Дебора Харкнесс - Манускрипт всевластия
Сара отдала телефон Мэтью.
— Очень красиво, Софи, — искренне похвалил он, и мне пришлось согласиться. На высоком бледно-сером кувшине с двумя ручками я увидела свой портрет, несколько вытянутый согласно пропорциям. Мой подбородок, мой нос, мои уши, мои надбровные дуги, глиняные завитушки вместо волос. Глаза закрыты, рот безмятежно улыбается, как будто я знаю какой-то секрет и молчу о нем.
— Это тоже тебе. — Софи достала из кармана кофты перевязанный бечевкой маленький сверток. — Как только ребенок зашевелился, я поняла, что это твое. Дитя тоже знает — может, Агата из-за этого и волнуется. И никто, конечно, понятия не имеет, что делать, когда у двух демонов рождается ведьма. Агата надеется, что у тебя будут какие-то мысли на этот счет.
Мы напряженно смотрели, как Софи распутывает узлы.
— Извините… папа уж завяжет так завяжет…
— Помочь? — предложил Маркус.
— Спасибо, я сама, — улыбнулась Софи. — Без обертки она чернеет, а этого допускать нельзя — она должна оставаться белой.
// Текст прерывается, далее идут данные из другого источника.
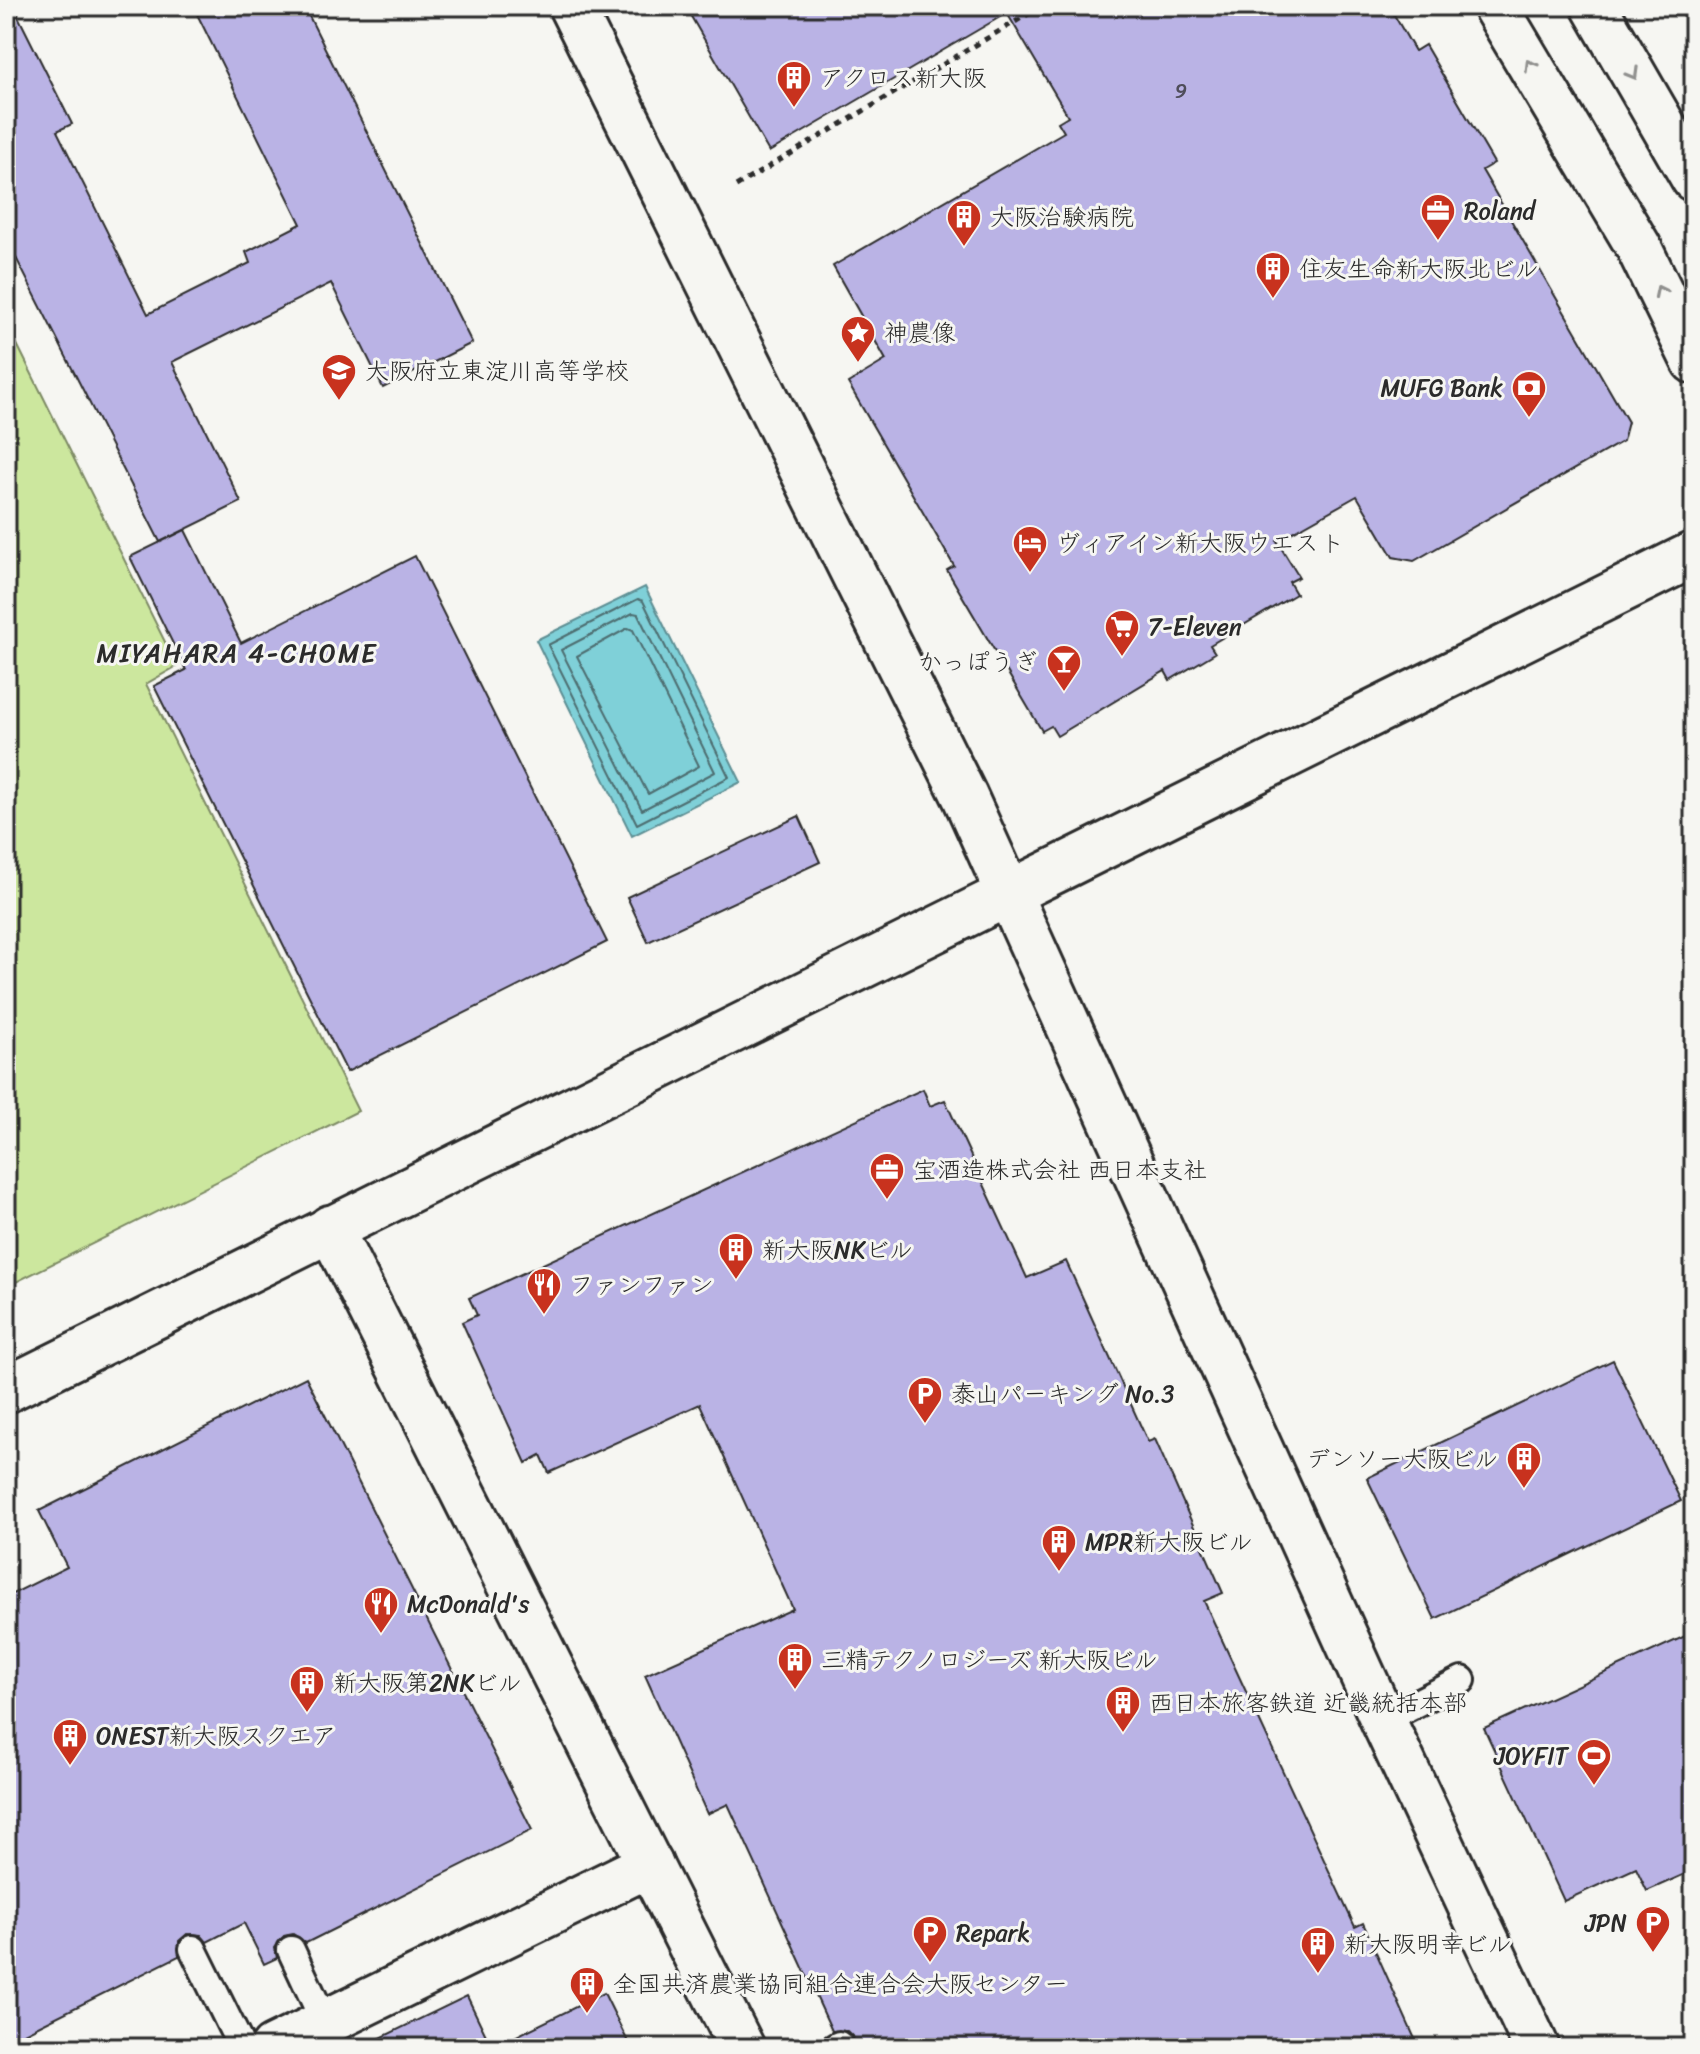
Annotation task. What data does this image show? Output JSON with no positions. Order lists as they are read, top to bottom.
{
  "districts": ["MIYAHARA 4-CHOME"],
  "places": {
    "building": [
      "アクロス新大阪",
      "大阪治験病院",
      "住友生命新大阪北ビル",
      "新大阪NKビル",
      "デンソー大阪ビル",
      "MPR新大阪ビル",
      "三精テクノロジーズ 新大阪ビル",
      "新大阪第2NKビル",
      "西日本旅客鉄道 近畿統括本部",
      "ONEST新大阪スクエア",
      "新大阪明幸ビル",
      "全国共済農業協同組合連合会大阪センター"
    ],
    "office": ["Roland", "宝酒造株式会社 西日本支社"],
    "place": ["神農像"],
    "school or university": ["大阪府立東淀川高等学校"],
    "bank": ["MUFG Bank"],
    "hotel": ["ヴィアイン新大阪ウエスト"],
    "supermarket": ["7-Eleven"],
    "bar": ["かっぽうぎ"],
    "restaurant": ["ファンファン", "McDonald's"],
    "parking": ["泰山パ－キング No.3", "JPN", "Repark"],
    "sports": ["JOYFIT"]
  },
  "house_numbers": ["9"]
}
Наше коллективное любопытство достигло предела. Стало слышно, как вылизывается Табита. Софи размотала бечевку, развернула клеенку.
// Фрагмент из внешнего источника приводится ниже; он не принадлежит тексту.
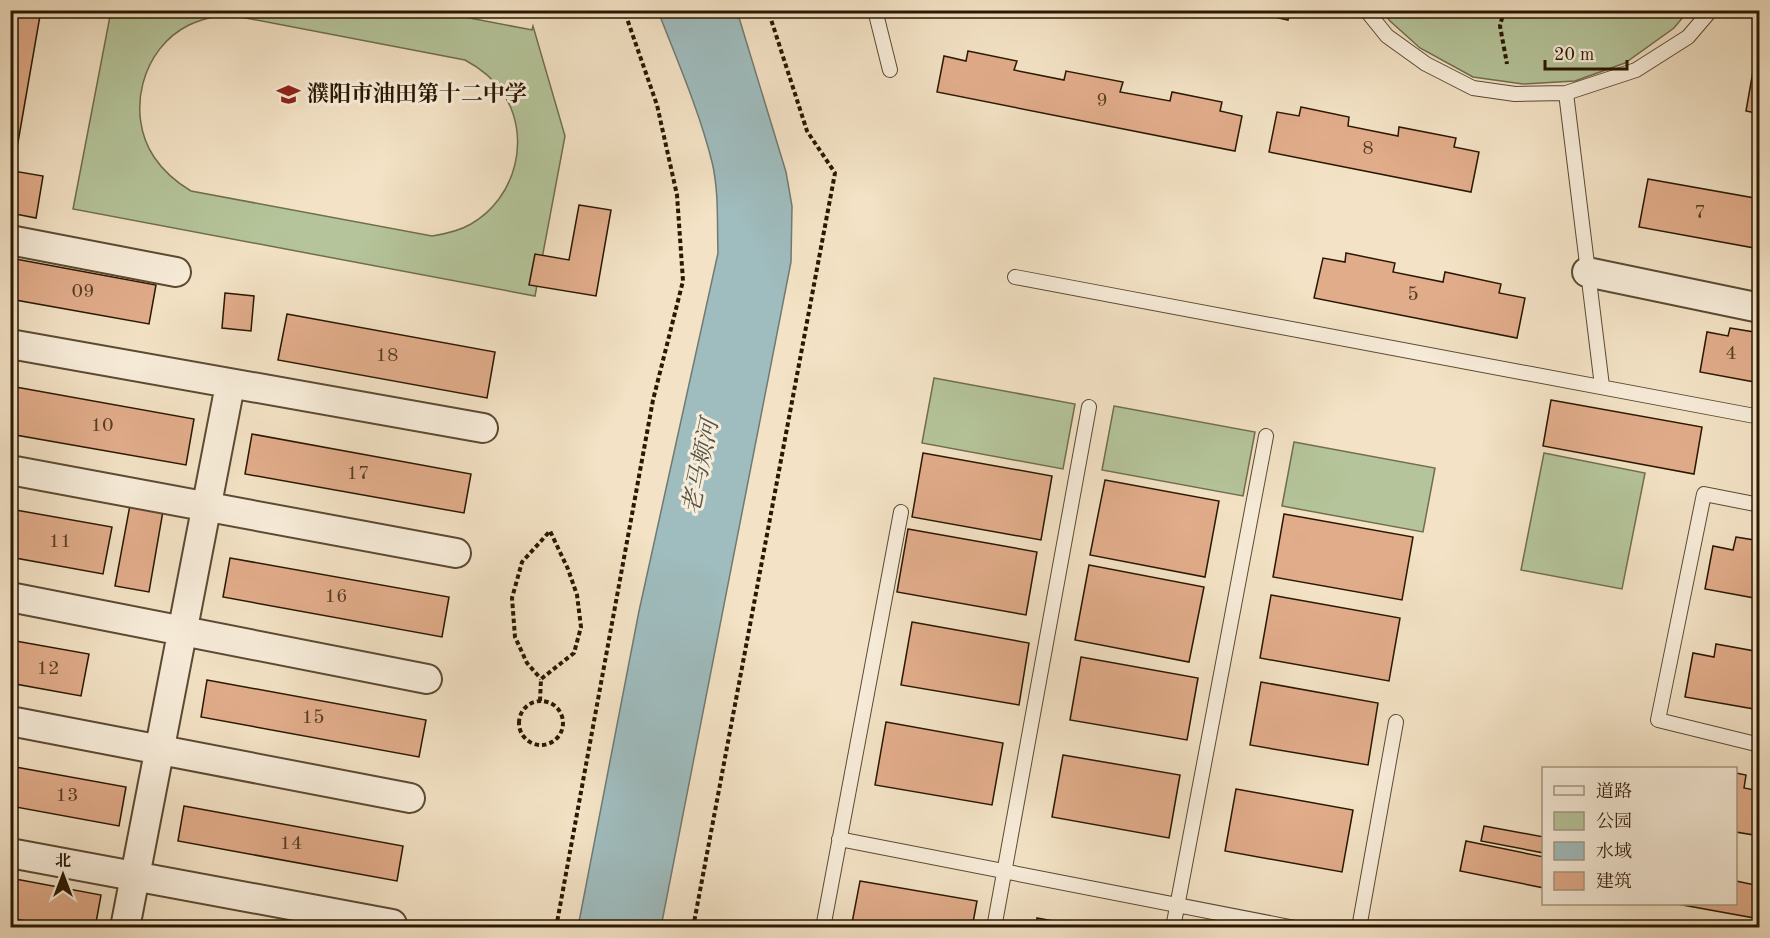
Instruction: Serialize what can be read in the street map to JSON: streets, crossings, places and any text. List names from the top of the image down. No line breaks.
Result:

— Ну вот. Я хоть и не ведьма, но последняя из рода Норманов. Мы хранили ее для тебя.
Маленькая, не больше четырех дюймов, фигурка была отлита из старого серебра — такие можно видеть в музейных витринах. Софи повернула ее лицом ко мне.
— Диана, — сказала я, хотя это и так было ясно. Богиня была представлена во всех подробностях, от полумесяца на лбу до сандалий. Нога выдвинута вперед, одна рука нашаривает в колчане стрелу, другая лежит на рогах оленя.
— Откуда она у вас? — Голос Мэтью звучал сдавленно, лицо стало серым.
— Не знаю. У Норманов ее передают из поколения в поколение. «Когда у кого-то будет нужда в ней, отдай», — сказала бабушка отцу, а отец мне. Клочок бумаги, на котором это было написано, давно потерялся.
— Что это, Мэтью? — Маркус был взволнован, Натаниэль тоже.
— Шахматная фигура, — ответил он надломленным голосом. — Белая королева.
— Откуда ты знаешь? — засомневалась Сара. — Она совсем не похожа на шахматную фигуру.
— Знаю, потому что она моя. Эти шахматы подарил мне отец.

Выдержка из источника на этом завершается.